Brianna, who possessed her own brand of stubbornness, had the job of forcing him back to wakefulness every few hours, to take some nourishment and have the tube and its incision cleansed and tended. During these procedures, he would fix his eyes on the middle distance, and stare darkly at nothing, making the barest acknowledgment of remarks addressed to him. Once finished, his eyes would close again, and he would lie back on his pillow, bandaged hands folded across his chest like a tomb-figure, with no sound save the soft, breathy whistle from the tube in his neck.
Two days after the battle of Alamance, Jamie arrived at the Sherstons’ house in Hillsborough just before supper, tired from long riding, and covered with reddish dust.

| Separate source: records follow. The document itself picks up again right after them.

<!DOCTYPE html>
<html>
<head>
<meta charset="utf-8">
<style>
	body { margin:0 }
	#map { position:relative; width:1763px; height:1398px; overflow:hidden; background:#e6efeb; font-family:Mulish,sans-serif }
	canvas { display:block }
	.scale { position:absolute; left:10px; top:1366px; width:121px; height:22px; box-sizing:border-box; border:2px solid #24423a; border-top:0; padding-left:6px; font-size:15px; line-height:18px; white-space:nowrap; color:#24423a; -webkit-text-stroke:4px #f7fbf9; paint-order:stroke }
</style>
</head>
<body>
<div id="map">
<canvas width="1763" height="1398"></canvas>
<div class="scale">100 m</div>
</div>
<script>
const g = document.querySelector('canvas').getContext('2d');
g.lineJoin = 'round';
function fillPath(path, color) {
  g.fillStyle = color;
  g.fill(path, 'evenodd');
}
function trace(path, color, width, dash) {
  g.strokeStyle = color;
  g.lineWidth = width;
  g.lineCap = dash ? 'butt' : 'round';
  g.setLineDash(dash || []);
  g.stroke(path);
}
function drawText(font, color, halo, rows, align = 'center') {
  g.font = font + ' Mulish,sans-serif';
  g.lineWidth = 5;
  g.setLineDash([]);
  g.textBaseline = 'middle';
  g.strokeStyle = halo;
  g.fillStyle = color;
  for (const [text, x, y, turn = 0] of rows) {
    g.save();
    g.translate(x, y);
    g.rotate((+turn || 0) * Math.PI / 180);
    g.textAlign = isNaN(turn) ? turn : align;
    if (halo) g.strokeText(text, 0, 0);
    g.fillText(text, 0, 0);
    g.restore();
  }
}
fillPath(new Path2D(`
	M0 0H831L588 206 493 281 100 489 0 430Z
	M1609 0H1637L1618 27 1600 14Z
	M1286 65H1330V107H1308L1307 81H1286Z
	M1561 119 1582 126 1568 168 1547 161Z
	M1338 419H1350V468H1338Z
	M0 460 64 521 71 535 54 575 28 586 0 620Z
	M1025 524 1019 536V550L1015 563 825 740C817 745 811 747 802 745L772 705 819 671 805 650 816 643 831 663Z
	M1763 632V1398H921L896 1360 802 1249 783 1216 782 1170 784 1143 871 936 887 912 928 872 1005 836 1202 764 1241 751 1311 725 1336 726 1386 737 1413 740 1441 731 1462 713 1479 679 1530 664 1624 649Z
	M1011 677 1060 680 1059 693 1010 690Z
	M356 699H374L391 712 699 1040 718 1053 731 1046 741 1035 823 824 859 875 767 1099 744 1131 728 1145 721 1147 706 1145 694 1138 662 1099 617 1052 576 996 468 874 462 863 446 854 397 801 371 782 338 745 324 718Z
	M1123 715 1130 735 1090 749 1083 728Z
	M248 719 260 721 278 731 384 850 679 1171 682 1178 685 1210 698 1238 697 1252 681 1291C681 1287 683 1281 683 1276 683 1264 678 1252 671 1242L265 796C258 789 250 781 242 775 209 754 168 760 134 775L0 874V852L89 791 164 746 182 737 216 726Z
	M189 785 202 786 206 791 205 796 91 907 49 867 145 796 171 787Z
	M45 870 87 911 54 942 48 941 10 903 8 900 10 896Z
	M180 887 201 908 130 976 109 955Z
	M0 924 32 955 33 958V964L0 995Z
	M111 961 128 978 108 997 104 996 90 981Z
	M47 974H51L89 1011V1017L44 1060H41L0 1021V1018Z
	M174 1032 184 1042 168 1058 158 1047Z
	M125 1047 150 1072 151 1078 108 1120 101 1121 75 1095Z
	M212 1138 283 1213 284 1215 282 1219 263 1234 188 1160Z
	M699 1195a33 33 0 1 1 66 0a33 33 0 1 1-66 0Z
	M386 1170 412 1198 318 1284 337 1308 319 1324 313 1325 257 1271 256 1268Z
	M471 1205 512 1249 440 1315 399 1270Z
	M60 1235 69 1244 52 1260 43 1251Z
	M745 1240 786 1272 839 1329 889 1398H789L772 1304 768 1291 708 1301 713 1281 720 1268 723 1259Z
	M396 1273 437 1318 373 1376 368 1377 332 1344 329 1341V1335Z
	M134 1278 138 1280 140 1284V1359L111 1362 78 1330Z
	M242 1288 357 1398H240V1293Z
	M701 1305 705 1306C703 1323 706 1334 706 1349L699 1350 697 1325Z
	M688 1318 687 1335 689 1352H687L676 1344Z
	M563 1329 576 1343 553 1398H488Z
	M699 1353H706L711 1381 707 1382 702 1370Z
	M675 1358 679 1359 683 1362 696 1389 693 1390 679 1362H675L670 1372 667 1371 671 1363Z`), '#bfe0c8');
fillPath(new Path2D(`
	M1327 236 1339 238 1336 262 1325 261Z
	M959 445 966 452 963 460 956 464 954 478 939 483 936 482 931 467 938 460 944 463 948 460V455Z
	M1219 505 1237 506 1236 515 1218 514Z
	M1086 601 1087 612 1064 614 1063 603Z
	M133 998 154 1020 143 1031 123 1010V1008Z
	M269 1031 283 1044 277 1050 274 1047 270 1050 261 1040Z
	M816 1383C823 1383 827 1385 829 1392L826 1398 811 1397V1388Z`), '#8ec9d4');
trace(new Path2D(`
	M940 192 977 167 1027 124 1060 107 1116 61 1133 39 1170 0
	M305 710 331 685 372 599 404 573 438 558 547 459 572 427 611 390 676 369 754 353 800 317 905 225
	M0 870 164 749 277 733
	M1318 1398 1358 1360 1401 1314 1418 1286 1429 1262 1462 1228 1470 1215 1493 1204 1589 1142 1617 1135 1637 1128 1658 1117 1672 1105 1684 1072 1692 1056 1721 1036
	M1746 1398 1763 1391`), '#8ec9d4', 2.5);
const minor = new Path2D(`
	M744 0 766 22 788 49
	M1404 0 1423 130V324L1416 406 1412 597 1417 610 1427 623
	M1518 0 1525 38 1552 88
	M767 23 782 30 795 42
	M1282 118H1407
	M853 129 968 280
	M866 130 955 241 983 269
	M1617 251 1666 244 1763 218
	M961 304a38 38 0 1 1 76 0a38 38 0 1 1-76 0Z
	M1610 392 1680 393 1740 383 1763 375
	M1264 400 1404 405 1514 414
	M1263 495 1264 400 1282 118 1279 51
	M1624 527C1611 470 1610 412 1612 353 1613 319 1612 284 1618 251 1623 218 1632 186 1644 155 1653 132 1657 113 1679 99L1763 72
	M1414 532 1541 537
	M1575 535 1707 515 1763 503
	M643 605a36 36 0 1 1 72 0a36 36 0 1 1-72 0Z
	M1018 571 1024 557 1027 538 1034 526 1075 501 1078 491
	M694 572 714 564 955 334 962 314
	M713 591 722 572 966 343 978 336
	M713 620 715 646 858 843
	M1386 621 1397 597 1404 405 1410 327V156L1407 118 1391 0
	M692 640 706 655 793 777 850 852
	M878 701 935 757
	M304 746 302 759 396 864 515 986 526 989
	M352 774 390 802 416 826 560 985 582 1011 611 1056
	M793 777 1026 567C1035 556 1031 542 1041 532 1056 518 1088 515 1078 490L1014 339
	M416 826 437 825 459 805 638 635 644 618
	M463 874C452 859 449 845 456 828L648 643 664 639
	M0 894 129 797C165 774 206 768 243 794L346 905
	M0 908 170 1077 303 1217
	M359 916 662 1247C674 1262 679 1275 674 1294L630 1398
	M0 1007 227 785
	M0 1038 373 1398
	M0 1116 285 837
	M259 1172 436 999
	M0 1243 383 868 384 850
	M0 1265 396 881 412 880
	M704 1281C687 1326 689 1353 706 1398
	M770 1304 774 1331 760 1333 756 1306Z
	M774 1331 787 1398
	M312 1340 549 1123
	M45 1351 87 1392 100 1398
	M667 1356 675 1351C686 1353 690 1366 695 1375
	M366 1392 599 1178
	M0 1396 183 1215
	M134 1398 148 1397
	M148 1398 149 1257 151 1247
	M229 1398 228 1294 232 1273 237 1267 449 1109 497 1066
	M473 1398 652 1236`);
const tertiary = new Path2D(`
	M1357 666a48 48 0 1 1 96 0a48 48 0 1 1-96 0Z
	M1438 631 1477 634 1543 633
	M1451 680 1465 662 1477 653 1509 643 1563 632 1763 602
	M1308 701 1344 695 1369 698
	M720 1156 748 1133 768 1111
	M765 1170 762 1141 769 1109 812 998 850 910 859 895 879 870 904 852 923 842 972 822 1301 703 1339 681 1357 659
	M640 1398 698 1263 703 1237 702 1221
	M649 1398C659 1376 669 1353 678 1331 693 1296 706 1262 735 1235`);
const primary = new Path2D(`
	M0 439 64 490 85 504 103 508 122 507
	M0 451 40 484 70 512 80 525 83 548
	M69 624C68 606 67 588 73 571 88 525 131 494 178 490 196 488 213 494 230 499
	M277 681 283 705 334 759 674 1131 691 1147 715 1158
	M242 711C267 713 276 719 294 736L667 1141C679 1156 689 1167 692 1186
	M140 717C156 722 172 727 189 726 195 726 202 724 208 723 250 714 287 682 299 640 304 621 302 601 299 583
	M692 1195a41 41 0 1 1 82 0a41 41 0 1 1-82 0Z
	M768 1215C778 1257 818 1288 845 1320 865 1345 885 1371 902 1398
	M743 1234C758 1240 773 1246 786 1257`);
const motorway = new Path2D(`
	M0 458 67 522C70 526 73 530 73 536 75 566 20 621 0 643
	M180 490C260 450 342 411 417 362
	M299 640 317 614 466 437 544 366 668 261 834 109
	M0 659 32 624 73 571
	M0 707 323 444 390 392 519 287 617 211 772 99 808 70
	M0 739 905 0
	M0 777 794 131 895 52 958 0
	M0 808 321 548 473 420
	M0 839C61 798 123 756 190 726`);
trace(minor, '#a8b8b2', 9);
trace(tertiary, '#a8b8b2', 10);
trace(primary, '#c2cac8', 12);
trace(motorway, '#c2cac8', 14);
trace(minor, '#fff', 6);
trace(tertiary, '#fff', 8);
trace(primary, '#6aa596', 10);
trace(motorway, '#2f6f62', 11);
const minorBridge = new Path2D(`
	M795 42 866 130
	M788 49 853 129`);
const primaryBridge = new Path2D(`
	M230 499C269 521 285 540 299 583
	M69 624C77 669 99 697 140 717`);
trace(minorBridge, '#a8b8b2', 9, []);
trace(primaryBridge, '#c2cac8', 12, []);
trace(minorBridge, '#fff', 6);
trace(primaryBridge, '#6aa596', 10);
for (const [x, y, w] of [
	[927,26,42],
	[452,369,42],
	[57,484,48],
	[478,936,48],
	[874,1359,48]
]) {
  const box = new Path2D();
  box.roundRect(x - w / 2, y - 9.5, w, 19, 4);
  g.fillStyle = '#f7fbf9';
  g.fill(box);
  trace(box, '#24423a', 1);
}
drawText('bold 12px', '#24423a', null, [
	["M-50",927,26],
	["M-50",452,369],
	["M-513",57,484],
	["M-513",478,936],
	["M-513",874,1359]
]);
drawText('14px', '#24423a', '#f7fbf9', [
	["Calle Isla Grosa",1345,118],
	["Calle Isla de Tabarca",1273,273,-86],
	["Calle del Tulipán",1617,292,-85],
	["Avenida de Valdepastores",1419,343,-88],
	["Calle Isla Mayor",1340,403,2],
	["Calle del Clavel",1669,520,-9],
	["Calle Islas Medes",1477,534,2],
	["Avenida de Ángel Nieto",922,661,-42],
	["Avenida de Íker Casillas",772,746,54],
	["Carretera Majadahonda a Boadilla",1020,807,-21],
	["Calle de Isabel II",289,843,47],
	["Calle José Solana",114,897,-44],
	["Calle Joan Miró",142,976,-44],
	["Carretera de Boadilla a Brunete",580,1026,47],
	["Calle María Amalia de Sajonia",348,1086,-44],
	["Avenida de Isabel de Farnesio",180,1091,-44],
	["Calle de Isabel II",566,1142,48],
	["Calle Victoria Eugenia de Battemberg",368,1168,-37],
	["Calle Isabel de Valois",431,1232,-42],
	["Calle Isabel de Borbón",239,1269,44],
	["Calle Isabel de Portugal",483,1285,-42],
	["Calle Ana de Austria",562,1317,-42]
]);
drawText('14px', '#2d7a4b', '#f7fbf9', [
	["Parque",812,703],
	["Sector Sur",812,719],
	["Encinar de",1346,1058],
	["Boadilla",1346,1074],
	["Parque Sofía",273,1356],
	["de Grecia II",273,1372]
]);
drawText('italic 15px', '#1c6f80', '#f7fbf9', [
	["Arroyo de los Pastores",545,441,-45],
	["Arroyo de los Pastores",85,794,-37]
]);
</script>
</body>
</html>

“I had a wee talk wi’ the Governor today,” he said, taking the cup of water I had brought out to him in the yard. He drained it in a gulp and sighed, wiping sweat from his face with a coat-sleeve. “He was fashed about wi’ all the to-do, and of no mind to think about what happened after the battle—but I was of no mind to let it be.”
“I don’t imagine it was much of a contest,” I murmured, helping him to peel off the dusty coat. “William Tryon’s not even Scots, let alone a Fraser.”
That got me a reluctant half-smile. “Stubborn as rocks,” was the succinct description of the Fraser clan I had been given years before—and nothing in the intervening time period had given me cause to think it inaccurate in any way.
“Aye, well.” He shrugged and stretched luxuriously, his vertebrae cracking from the long ride. “Oh, Christ. I’m starved; is there food?” He relaxed and lifted his long nose, sniffing the air hopefully.
“Baked ham and sweet potato pie,” I told him, unnecessarily, since the honey-soaked fragrances of both were thick on the humid air. “So what did the Governor say, once you’d got him properly browbeaten?”